Winning the Amlin Cup is like capturing the Europa League in soccer or getting an invite to the afters of the Royal Wedding. The next best thing. The Amlin semi-final will bring 50,000 to Limerick for today's party. The city is truly thankful. Munster games are the catalyst for a big après-match party.
I am told the Munster players were very much aware of this when they played Brive in that thrilling quarter-final in France. But it's not the Heineken Cup, is it? Two hours up the road there's another game going on in another place. We must not be jealous.
He drove the 5.9 Deluxe Special with hallmarked silver exhaust to all the big Munster games. His motor went from 0-60 faster than the man who finds the wife in bed with the plumber. And still no sign of the fecker fixing the shower.
You know the driver is a gom, but you are still jealous. You read books that take you to far-off shores. He goes on a €20K cruise and has his dinner every evening with the captain. You studied hard. He stuck in a quote from Lady Macbeth in the summer test. "Mrs Mac jumped off the castle -- 'aaaaghh'."
But how did he make so much? Now we know the truth. He went into the bank and was refused 800 bills for a 56-inch TV. Didn't ask enough. Tried another bank. "How much do you want?" asked the manager. "Tee hee," laughed he.
"Gimme €32m for a mall in a bog, 327 non-cat-swinging flats, 19 Vegan Bagel outlets with doors what opens without getting pushed, a crèche with its own McDonalds and one of those frying pans that don't stick for herself.
"Cheque or cash?" "Cash. Have you a spare wheelbarrow by any chance?" Now the poor hoor is driving one in Clapham.
But Leinster are for real, and their success is deserved and hard-earned. Ah, but why did it have to be Toulouse in their semi? You would have to be jealous of anyone hosting them.
Toulouse -- the most glamorous team in Europe. The only aristocrats who chop off heads. Their backs, gliders with fighter engines. Forwards who bisect pan loafs for just the one sandwich but are still arty enough to play Rachmaninoff on the cello, if only they had enough room between their thighs for the big fiddle.
We should never have taunted Leinster with all that Ladyboy s***e. I warned us.

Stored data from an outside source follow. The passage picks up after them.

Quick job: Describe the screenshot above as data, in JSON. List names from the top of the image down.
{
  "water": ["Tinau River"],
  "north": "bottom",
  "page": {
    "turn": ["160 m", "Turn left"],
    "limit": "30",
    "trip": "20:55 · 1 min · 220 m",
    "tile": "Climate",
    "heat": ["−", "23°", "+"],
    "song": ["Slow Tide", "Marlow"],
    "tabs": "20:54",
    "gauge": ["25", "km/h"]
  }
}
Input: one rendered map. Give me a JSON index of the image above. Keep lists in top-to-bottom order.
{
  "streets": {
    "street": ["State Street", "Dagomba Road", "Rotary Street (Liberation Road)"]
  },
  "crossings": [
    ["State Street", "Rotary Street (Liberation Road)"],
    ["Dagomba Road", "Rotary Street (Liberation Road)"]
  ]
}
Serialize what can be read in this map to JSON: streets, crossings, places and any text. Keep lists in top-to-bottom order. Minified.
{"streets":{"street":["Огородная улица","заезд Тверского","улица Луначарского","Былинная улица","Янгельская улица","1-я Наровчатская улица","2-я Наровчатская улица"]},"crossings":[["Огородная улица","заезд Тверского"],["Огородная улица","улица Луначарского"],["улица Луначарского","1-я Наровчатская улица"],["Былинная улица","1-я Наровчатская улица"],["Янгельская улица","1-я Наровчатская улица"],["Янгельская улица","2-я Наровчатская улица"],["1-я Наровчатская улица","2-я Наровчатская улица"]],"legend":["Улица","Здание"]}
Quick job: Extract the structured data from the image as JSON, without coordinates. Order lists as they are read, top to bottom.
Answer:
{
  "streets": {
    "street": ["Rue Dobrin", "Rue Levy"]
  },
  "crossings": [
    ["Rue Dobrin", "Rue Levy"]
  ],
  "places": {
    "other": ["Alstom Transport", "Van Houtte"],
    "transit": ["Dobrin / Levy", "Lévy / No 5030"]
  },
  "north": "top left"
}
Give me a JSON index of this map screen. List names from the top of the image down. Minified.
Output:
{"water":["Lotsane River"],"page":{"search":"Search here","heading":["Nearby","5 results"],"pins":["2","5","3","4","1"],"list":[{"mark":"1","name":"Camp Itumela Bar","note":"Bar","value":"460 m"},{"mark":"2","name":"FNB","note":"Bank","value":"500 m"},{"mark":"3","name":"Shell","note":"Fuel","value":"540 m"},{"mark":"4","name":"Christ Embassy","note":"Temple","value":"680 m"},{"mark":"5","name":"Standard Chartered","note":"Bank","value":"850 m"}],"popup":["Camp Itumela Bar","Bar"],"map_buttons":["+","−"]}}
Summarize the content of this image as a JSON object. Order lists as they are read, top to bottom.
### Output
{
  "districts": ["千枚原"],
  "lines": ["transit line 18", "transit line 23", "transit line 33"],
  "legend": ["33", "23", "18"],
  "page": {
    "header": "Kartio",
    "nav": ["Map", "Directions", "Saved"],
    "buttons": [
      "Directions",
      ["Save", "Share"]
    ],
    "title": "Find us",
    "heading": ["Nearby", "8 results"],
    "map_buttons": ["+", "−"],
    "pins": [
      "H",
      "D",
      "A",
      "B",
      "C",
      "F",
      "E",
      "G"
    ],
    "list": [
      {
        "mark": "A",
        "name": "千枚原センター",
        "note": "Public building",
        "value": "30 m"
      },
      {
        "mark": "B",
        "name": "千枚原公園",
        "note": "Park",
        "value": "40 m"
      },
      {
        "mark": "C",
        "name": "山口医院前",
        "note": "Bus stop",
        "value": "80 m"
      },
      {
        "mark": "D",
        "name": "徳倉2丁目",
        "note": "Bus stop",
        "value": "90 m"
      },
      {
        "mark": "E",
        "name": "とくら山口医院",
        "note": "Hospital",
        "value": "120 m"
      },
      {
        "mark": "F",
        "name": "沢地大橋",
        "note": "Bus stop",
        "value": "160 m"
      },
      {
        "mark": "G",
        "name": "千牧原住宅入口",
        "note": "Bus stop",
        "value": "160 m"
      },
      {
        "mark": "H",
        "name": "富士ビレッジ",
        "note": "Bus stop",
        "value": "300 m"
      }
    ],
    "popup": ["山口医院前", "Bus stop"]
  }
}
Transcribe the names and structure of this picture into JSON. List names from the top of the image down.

In Kerry, we always tell our victims they were unlucky. Like the python telling the rabbit she was a lovely squeeze. Now we are out and they are in, but the back-door might well be our salvation. The hurt, too, will show today.
Munster are now in a position where they can risk inexperienced players in big games.
Our newest No 9 Conor Murray is a real find. O'Gara engages only the best of scrum-half partners. The late, and appropriately named, Roger Vadim was married to Jane Fonda. This ROG also bedded Brigitte Bardot and lived with Catherine Deneuve, but not at the same time. That's the crux. There's only room for one scrum-half on every team. We have at least three.
Harlequins will be a big test. This might well be a Super 15, all-action, top of the ground match with only a passing resemblance to a Heineken Cup dogfight. Quins like to have a go. So do we. Expect soft-touch regulation and loads of tries. Munster need to play with a type of sensible madness.
Yesterday, the women of Ireland went mad and it made no sense to me. Absenteeism soared. So did the sales of fizzy pink wine, fluffy slippers, chocolate tiaras and papers with 68-page celebratory pull-outs. Our dinner was in the chipper. This anarchic, monarchic carry-on came as great shock to those of us who thought we were living in a republic.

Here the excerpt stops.